What elevates the show is the talent involved. Jenkins, who directs two of the six episodes, brings a sharp eye to the proceedings. The opening shot of the season, in which her camera engages in an extremely long zoom in until it finds its target, is immediately engaging. It's the first of several eye-catching camera movements the filmmaker employs, and it helps I Am the Night seem more cinematic. Pine, who worked so well with Jenkins before on Wonder Woman, is the real draw here. Proving once again that he really is the Best Chris, Pine makes his somewhat underwritten character charming as hell, even though he's kind of a dick. The actor knows just how to blend likability with hopelessness, and we can easily buy him as a down-and-out coke addict.

Pine may be the big name draw for I Am the Night, but India Eisley is the true star. The actress has a disarming vulnerability that draws us into Fauna's story, and makes us care for her. Eisley does very well here overall, although the script often requires her to do little more than react to things with wide-eyed confusion. I wish I could say she was playing a strong female character, but that's just not accurate. In truth, like Pine's Jay Singletary, Eisley's Fauna is just a tad underwritten. Far too often, I Am the Night's script (written by Jenkins' husband Sam Sheridan) tells, instead of showing. Characters announce their feelings and traits rather than embodying them.

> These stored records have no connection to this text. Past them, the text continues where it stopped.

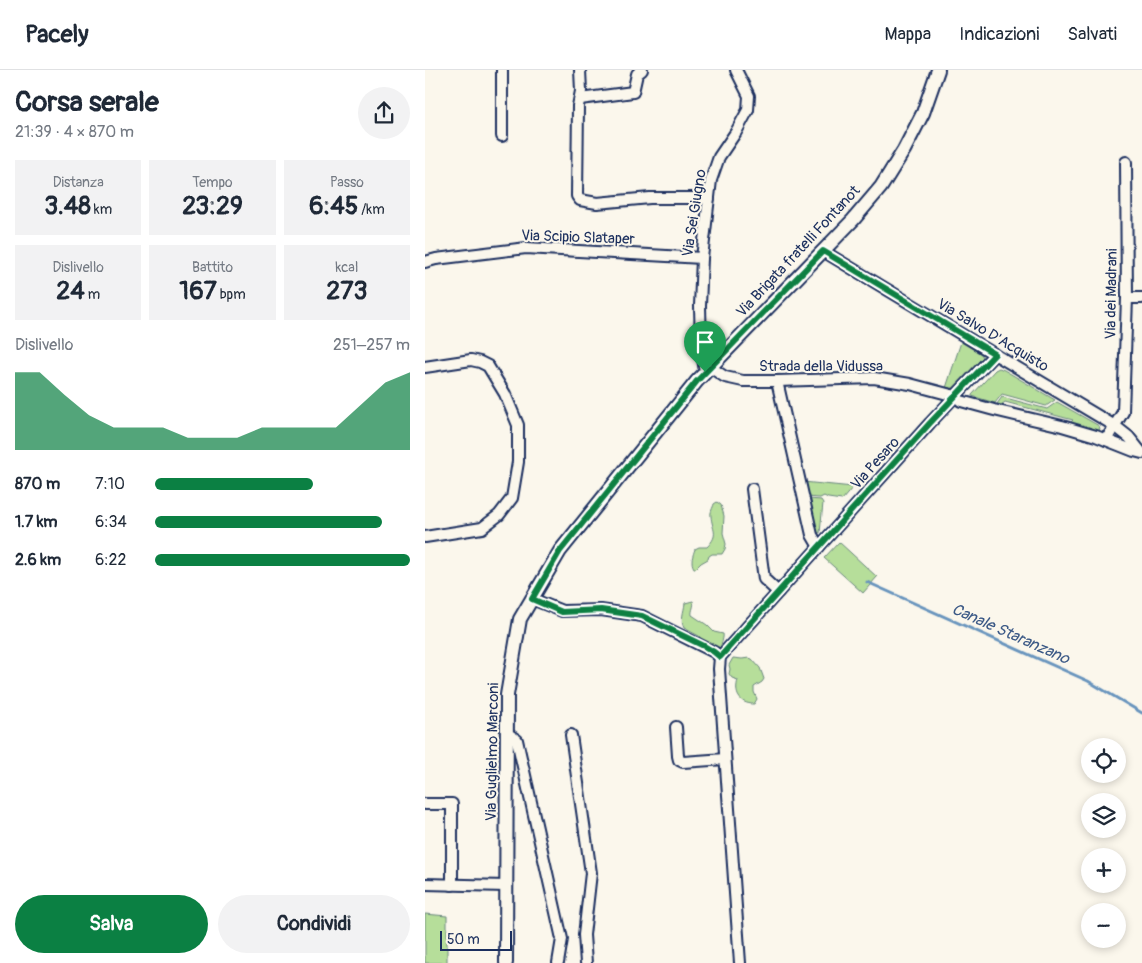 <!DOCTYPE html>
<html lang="it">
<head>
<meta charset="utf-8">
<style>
	:root { --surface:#fff; --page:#f2f2f3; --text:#1f2937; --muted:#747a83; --line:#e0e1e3; --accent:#0b8043 }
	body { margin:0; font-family:Pangolin,sans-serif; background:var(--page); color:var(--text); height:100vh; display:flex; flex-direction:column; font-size:19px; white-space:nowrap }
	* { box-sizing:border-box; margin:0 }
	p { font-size:16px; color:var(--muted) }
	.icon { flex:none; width:28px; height:28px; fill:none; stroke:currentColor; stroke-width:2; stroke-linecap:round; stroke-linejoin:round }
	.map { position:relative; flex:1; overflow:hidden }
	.side { display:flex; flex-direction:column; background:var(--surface); width:425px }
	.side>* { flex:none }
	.tools { position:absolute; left:656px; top:668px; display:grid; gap:10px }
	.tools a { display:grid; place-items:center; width:45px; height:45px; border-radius:50%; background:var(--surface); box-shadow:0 2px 8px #0003; font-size:25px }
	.scale { position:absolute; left:15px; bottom:12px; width:72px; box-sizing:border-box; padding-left:5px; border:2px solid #1b2f5e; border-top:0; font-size:14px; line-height:18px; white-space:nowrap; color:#1b2f5e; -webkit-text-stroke:4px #fbf7ec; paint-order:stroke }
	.pin { position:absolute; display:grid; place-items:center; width:42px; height:42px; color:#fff; margin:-51px -21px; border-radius:50% 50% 50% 0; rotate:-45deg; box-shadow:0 0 5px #0007 }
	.pin .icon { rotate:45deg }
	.round { display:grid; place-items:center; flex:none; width:52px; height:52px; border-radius:26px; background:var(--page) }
	.summary { display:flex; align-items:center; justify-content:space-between; height:85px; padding:0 15px }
	h1 { font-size:28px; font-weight:700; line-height:38px }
	.stats { display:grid; grid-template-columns:repeat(3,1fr); gap:8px; height:85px; padding:5px 15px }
	.stats div { display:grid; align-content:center; border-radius:0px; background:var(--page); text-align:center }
	.stats b { font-size:25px; font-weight:700 }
	.stats small { font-size:14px; font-weight:400 }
	.stats p { font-size:14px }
	.chart { height:140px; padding:10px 15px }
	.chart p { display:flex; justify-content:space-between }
	.chart svg { width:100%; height:90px; margin-top:5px; fill:var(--accent); opacity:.7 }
	.button { display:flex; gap:10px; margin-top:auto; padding:10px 15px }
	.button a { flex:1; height:58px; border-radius:30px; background:var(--accent); color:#fff; font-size:20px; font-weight:700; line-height:58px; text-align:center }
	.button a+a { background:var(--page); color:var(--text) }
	ul { padding:0 15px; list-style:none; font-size:16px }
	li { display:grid; grid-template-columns:80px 60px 1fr; align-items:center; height:38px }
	li i { height:12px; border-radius:6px; background:var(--accent) }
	header { display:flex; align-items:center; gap:30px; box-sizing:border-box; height:70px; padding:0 25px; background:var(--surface); border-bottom:1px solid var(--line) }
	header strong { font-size:24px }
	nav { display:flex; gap:28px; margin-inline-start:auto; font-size:18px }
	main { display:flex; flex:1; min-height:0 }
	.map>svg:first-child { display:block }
	.green { fill:#b6de9a; stroke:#68867c }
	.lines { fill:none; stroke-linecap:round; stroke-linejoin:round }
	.stream { stroke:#6894bd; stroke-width:3 }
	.minor-casing { stroke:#1b2f5e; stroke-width:14 }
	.tertiary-casing { stroke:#1b2f5e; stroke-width:16 }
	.minor { stroke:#fbf7ec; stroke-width:10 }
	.tertiary { stroke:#fbf7ec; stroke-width:12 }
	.route-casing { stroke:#fff; stroke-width:10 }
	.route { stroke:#0b8043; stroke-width:6 }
	.labels { text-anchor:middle; stroke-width:4; stroke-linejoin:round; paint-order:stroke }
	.street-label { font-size:15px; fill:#1b2f5e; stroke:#fbf7ec }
	.water-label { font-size:16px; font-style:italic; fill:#3b5986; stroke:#fbf7ec }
</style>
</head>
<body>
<header>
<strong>Pacely</strong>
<nav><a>Mappa</a><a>Indicazioni</a><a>Salvati</a></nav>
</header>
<main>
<section class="side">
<div class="summary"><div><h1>Corsa serale</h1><p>21:39 · 4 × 870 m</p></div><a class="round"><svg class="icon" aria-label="share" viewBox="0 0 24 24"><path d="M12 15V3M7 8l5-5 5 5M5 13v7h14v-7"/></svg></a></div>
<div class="stats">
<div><p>Distanza</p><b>3.48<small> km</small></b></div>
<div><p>Tempo</p><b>23:29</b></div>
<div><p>Passo</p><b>6:45<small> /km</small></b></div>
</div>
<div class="stats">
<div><p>Dislivello</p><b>24<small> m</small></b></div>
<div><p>Battito</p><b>167<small> bpm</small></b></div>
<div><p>kcal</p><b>273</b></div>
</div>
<div class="chart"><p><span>Dislivello</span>251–257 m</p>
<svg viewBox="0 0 160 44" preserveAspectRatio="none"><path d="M0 44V6L10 6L20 17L30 27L40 33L50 33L60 33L70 38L80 38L90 38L100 33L110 33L120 33L130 33L140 22L150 11L160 6V44z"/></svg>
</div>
<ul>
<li><b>870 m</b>7:10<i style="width:62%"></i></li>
<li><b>1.7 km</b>6:34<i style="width:89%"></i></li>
<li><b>2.6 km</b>6:22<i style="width:100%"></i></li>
</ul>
<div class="button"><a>Salva</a><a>Condividi</a></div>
</section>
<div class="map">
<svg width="717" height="893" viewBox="0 0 717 893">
	<rect width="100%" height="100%" fill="#fbf7ec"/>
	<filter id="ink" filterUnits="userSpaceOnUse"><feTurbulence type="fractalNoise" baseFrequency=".02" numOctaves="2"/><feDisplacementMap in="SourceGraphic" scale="10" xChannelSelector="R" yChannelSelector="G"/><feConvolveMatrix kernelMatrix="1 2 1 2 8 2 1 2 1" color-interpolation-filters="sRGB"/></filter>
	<g filter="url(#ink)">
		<!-- green -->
		<g class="green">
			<path d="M 536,272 L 556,284 L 558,287 L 528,318 L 521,318 Z"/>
			<path d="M 574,298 L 579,300 L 630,330 L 621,336 L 577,324 L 570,333 L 547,326 L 547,325 L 570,300 Z"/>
			<path d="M 577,327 L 622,339 L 632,332 L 674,356 L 675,359 L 673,361 L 645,353 L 648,350 L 580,332 L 576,335 L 572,334 Z"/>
			<path d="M 378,412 L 428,417 L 417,430 L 403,428 L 399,426 L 395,428 L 381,427 Z"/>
			<path d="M 383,429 L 396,430 L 398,433 L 395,463 L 391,462 Z"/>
			<path d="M 292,432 L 296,435 L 299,446 L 298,463 L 301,474 L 300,479 L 297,484 L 287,484 L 284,486 L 283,489 L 276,493 L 271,498 L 269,498 C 265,492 268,485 270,479 L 274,477 L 282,477 C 295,464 287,460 286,446 C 285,442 288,438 289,434 Z"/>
			<path d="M 414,472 L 452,507 L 438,523 L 399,488 Z"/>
			<path d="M 268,531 C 270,536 266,540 267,545 L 282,555 L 289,562 L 298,564 C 299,567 296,575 295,578 L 293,579 L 278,572 L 274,566 L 259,558 C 255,550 259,542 260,533 Z"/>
			<path d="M 308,588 L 317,589 L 324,588 L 327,589 L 335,598 L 339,609 L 337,612 L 329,617 L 329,622 L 332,629 L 329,634 C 314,634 309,623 313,610 L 307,608 L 304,604 L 305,599 L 304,595 Z"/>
			<path d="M 0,844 L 22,846 L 22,893 L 0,893 Z"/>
		</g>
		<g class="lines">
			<!-- stream -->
			<path class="stream" d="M 442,512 L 663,611 L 717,643"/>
			<!-- minor casing -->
			<g class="minor-casing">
				<g id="minor">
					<path d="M 155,0 L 156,21 L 153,36 L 152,126 L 155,130 L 172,133 L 225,128 L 284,128"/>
					<path d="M 155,29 L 208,22 L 212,4 L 217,0"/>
					<path d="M 77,66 L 77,0"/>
					<path d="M 398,181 L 576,288 L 690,356 L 704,367 L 716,382"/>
					<path d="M 0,192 L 11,189 L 101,178 L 277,188"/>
					<path d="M 702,228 L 717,228"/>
					<path d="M 0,297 L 46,290 L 55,292 L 63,296 L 80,324 L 93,355 L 93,392 L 87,428 L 74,445 L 57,458 L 0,467"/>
					<path d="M 285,297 L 300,307 L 318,311 L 352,311 L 449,308 L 485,314 L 530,326 L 536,331 L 569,340 L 637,356 L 671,366 L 709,381 L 717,383"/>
					<path d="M 280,302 L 276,275 L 275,236 L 277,188 L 286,110 L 294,87 L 311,62 L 323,40 L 324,26 L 311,0"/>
					<path d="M 352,311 L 387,465 L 394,477"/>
					<path d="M 681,370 L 698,342 L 702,228 L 701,92"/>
					<path d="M 327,419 L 339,509 L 353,522"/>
					<path d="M 107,529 L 137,541 L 176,540 L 217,546 L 289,582 L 295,587"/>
					<path d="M 251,657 L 253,686 L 254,690 L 258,692 L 300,689"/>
					<path d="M 83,664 L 92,670 L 137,869 L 133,893"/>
					<path d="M 146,665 L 166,803 L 159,865 L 161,893"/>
					<path d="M 0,734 L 27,734 L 27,815"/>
					<path d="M 0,814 L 81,816"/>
					<path d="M 315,893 L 294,599 L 295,587 L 505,353 L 570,284"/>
				</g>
			</g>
			<!-- tertiary casing -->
			<g class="tertiary-casing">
				<path id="tertiary" d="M 81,893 L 82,625 L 95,549 L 135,481 L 272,311 L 428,150 L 456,117 L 479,80 L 498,43 L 513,0"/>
			</g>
			<!-- minor -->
			<use href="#minor" class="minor"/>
			<!-- tertiary -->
			<use href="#tertiary" class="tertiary"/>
		</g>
	</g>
	<g class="lines" filter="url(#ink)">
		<!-- route casing -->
		<g class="route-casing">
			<path id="route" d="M 398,181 L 570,284 L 505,353 L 295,587 L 289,582 L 279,576 L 217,546 L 176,540 L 137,542 L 107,529 L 135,481 L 272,311 Z"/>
		</g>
		<!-- route -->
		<use href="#route" class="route"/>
	</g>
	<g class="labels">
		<!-- street labels -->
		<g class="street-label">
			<text transform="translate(269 143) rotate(-81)" y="5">Via Sei Giugno</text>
			<text transform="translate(153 167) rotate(2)" y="5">Via Scipio Slataper</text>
			<text transform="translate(373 181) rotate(-47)" y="5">Via Brigata fratelli Fontanot</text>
			<text transform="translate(686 224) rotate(-89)" y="5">Via dei Madrani</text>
			<text transform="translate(568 265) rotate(31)" y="5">Via Salvo D'Acquisto</text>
			<text x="396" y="301">Strada della Vidussa</text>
			<text transform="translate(450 393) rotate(-48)" y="5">Via Pesaro</text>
			<text transform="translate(67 682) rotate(-89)" y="5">Via Guglielmo Marconi</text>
		</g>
		<!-- water labels -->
		<g class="water-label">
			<text transform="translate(586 563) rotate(24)" y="6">Canale Staranzano</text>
		</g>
	</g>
</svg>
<div class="tools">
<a><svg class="icon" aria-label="locate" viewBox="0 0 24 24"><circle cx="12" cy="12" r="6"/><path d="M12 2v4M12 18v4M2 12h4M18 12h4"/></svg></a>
<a><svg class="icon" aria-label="layers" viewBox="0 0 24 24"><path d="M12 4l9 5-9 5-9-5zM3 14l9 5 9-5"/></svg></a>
<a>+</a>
<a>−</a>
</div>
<div class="scale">50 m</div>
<div class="pin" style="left:280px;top:302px;background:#1e9e55"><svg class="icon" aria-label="arrive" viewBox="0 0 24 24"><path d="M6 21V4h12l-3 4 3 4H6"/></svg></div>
</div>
</main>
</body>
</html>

I Am the Night sticks too close to the rules of by-the-numbers TV drama, but it's slick, engrossing, and entertaining enough to hold you rapt. The fact of the matter is, it's fun to watch Chris Pine stumble his way into one dangerous situation after another, dressed in a black suit with white sneakers. And it's equally enjoyable to watch Eisley's character as she draws closer and closer to trouble without realizing it. And just when you feel like you might lose interest – wham! – Connie Nielsen  shows up as Hodel's perpetually drunk ex-wife, chewing the scenery with glee. I Am the Night probably won't earn the coveted "Peak TV" badge, but it's pulpy and thrilling enough to keep you tuning in...until something better comes along.


I Am the Night premieres January 28, 2019 on TNT.